# Description of the task:
Go through the records and copy each line where the word "strokeStyle" occurs.
[Data supplied Boundary: Start]
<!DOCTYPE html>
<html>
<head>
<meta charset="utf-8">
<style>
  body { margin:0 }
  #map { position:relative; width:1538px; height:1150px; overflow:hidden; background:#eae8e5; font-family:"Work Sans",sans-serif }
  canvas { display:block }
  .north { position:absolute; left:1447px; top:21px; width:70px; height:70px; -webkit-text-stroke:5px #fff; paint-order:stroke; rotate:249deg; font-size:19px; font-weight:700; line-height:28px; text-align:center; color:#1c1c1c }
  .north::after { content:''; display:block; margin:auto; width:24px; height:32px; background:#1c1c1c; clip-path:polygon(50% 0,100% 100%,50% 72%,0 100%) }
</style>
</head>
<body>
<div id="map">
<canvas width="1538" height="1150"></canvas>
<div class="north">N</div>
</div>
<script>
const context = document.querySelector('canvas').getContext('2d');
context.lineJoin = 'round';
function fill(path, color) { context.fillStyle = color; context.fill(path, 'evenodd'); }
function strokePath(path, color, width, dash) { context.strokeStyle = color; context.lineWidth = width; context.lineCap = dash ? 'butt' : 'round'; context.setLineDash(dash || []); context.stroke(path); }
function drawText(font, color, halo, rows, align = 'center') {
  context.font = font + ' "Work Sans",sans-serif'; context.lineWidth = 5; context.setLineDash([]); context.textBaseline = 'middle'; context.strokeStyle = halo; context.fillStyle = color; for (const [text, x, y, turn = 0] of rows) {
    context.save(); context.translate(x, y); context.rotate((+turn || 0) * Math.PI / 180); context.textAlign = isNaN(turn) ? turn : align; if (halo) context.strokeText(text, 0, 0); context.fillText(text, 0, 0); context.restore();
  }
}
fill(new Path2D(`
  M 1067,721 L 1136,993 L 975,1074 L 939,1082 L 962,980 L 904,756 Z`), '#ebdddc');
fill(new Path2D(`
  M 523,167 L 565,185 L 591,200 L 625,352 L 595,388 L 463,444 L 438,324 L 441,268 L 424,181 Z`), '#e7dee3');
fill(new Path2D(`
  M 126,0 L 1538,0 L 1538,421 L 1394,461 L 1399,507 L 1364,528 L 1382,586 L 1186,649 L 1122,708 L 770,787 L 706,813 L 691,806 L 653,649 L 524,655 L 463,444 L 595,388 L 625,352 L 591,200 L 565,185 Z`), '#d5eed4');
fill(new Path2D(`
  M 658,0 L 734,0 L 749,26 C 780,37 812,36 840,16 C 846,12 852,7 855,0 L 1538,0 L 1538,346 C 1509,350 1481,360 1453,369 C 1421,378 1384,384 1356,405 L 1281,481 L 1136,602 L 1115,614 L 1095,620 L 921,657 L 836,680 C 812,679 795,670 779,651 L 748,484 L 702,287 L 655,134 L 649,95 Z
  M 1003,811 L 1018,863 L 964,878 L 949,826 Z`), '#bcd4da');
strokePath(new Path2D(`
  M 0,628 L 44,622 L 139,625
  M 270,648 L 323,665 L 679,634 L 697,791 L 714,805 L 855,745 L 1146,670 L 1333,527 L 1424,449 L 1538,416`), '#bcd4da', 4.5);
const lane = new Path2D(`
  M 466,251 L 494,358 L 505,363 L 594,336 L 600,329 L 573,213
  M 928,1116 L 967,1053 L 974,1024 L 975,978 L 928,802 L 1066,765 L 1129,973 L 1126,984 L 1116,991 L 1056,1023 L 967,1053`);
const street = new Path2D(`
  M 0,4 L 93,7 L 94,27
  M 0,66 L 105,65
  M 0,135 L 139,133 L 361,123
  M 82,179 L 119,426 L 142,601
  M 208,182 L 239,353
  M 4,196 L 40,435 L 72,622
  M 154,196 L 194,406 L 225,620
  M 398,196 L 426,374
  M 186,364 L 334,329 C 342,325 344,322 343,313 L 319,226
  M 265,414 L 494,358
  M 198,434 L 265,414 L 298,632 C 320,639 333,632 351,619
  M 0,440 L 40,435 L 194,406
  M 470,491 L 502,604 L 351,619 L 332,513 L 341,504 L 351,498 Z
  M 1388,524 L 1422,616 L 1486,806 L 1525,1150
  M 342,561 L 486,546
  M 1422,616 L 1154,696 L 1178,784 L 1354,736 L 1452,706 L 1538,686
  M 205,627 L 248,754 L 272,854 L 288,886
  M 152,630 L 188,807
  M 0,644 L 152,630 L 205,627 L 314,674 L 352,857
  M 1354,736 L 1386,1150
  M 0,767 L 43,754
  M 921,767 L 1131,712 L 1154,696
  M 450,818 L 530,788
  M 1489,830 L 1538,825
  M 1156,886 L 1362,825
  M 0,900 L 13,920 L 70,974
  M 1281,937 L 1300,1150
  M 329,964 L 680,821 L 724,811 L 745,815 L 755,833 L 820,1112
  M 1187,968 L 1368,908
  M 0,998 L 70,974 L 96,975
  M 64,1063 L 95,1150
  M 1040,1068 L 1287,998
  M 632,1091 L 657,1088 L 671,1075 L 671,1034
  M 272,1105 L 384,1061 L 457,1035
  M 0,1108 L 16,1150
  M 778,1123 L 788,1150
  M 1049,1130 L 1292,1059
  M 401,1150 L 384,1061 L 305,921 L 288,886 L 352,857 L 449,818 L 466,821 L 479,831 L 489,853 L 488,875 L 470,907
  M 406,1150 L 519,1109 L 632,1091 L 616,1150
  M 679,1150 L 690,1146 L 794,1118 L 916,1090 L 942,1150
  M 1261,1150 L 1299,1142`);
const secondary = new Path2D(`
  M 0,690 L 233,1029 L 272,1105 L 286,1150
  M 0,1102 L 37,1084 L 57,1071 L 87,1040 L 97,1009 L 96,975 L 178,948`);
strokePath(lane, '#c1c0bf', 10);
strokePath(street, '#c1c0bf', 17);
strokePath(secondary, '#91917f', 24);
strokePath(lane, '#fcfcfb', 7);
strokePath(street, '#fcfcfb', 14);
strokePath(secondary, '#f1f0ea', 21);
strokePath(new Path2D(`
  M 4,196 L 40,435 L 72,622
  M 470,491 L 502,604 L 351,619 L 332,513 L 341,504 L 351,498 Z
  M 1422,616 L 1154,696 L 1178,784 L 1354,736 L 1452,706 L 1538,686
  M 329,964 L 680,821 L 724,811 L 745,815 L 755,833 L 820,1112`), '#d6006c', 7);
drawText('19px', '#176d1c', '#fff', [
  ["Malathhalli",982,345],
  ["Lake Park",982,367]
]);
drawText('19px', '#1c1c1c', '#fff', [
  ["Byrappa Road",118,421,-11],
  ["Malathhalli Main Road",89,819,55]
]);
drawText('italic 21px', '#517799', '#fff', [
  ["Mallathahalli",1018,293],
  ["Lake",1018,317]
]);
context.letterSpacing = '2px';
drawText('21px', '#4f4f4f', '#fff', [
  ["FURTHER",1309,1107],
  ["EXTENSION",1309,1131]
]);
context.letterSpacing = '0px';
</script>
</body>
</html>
[Data supplied Boundary: End]
# Written solution:
function strokePath(path, color, width, dash) { context.strokeStyle = color; context.lineWidth = width; context.lineCap = dash ? 'butt' : 'round'; context.setLineDash(dash || []); context.stroke(path); }
  context.font = font + ' "Work Sans",sans-serif'; context.lineWidth = 5; context.setLineDash([]); context.textBaseline = 'middle'; context.strokeStyle = halo; context.fillStyle = color; for (const [text, x, y, turn = 0] of rows) {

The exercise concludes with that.